I can remember my parents telling me as a child that one day I was going to have to grow up and become a responsible adult. As a child I figured that meant I wasn’t going to be able to go out and ride my bike or play with my friends anymore and that it probably meant I was going to have to get a job, work a lot, get a wife, have some children and become boring (the way that most kids see their parents). I thought if that is what responsible is, then I don’t want anything to do with it. But Winston Churchill said, “The price of greatness is responsibility.” So being responsible can’t be all that bad, right?

Every human on the face of the earth has responsibilities. Responsibility is multifaceted. Do you consider yourself a responsible person? Or do you find it to be a quality that is obvious as you grow older? I found a list of questions that could help reflect on responsibility.

True False  
I do what needs to be done.
     
I am reliable and dependable.
     
I am accountable for my actions; I don’t make excuses or blame others.
     
I fulfill my moral obligations.
     
I use good judgment and think through the consequences of my action.
     
I exercise self-control.

 Copyright Elkind+Sweet Communications / Live Wire Media.
Reprinted by permission. Copied from http://www.GoodCharacter.com.

There are different areas of responsibility in our lives. 

Moral responsibility to people and the places we live, conducting ourselves in a manner that is right.

Legal responsibility to the laws and ordinances of your community, state, and country.

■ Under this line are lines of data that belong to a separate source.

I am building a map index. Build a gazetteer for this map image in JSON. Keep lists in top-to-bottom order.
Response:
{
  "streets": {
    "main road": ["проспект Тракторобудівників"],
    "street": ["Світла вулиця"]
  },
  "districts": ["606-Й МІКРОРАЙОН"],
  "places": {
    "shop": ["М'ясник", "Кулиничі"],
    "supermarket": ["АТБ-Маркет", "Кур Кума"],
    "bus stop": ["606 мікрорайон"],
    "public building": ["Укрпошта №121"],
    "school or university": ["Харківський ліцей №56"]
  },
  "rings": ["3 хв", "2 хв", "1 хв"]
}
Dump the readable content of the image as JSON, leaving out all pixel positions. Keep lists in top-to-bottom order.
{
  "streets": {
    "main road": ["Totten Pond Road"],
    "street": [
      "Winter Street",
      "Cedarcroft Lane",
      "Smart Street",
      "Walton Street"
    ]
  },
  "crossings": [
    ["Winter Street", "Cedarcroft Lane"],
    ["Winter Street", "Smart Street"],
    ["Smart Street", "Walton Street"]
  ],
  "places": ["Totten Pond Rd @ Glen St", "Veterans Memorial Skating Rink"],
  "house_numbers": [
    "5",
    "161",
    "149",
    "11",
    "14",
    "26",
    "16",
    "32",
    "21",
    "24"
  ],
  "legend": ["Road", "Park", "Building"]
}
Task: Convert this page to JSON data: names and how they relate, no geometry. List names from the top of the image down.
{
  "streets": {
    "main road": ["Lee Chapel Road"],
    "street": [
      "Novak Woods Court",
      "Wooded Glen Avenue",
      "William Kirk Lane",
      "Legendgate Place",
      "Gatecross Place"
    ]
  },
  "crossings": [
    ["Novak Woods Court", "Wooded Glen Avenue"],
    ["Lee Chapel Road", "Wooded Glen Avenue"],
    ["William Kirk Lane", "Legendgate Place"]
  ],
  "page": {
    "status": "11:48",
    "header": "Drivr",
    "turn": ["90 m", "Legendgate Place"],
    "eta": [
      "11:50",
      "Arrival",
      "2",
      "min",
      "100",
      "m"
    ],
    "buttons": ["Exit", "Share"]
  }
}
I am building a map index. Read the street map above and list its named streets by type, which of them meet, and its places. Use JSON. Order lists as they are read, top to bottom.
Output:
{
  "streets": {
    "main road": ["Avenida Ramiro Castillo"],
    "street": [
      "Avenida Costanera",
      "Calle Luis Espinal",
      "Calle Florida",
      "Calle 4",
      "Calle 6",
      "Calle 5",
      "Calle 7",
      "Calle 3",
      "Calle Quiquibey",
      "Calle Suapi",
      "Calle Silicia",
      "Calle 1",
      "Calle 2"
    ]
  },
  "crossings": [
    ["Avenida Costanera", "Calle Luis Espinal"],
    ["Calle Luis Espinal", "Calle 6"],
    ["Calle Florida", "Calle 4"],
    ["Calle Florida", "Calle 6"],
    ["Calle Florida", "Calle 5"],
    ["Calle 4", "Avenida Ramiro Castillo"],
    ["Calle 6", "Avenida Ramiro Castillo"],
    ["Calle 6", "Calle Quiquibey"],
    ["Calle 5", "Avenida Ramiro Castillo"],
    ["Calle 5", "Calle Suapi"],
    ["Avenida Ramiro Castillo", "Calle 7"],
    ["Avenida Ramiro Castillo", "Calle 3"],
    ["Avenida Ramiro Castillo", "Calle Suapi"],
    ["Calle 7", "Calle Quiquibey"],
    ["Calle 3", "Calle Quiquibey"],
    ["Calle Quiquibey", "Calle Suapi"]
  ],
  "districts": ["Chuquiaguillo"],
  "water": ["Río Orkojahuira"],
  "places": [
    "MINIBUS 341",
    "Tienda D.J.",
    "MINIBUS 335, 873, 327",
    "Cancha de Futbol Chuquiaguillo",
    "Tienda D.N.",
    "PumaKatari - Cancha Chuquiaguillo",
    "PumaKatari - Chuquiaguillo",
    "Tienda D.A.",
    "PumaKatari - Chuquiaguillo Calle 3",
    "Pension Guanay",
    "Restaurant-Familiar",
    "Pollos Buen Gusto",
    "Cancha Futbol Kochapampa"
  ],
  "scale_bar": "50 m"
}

Even when we don’t agree with them we have a responsibility to uphold them.

Family responsibility means treating those in your family with love and respect.

Community responsibility ensures you are responsible to those in your community to be an active citizen.

Personal Responsibility means it’s up to you to become a person of good character. Your parents, teachers, and other leaders will guide you, but only you can determine the kind of person you are and ultimately become. So get organized, be punctual, and honor your commitments. As Christians this is done by the power of the Holy Spirit living in us.

I want you to think about responsibility and the role it plays in your life and the lives of others. How can Christians use the knowledge they have of the six pillars of Character Counts to make a connection with someone in their school or place of business?

I want to leave you with a couple of questions to help you reflect on responsibility. Please leave your comments here or on our Facebook page.

Do you consider it important for your friends and family members to be responsible? Why?

Think about somebody you know who is very responsible. How does that person demonstrate responsibility? Does that make you respect him/her more?

What is the relationship between blaming and responsibility?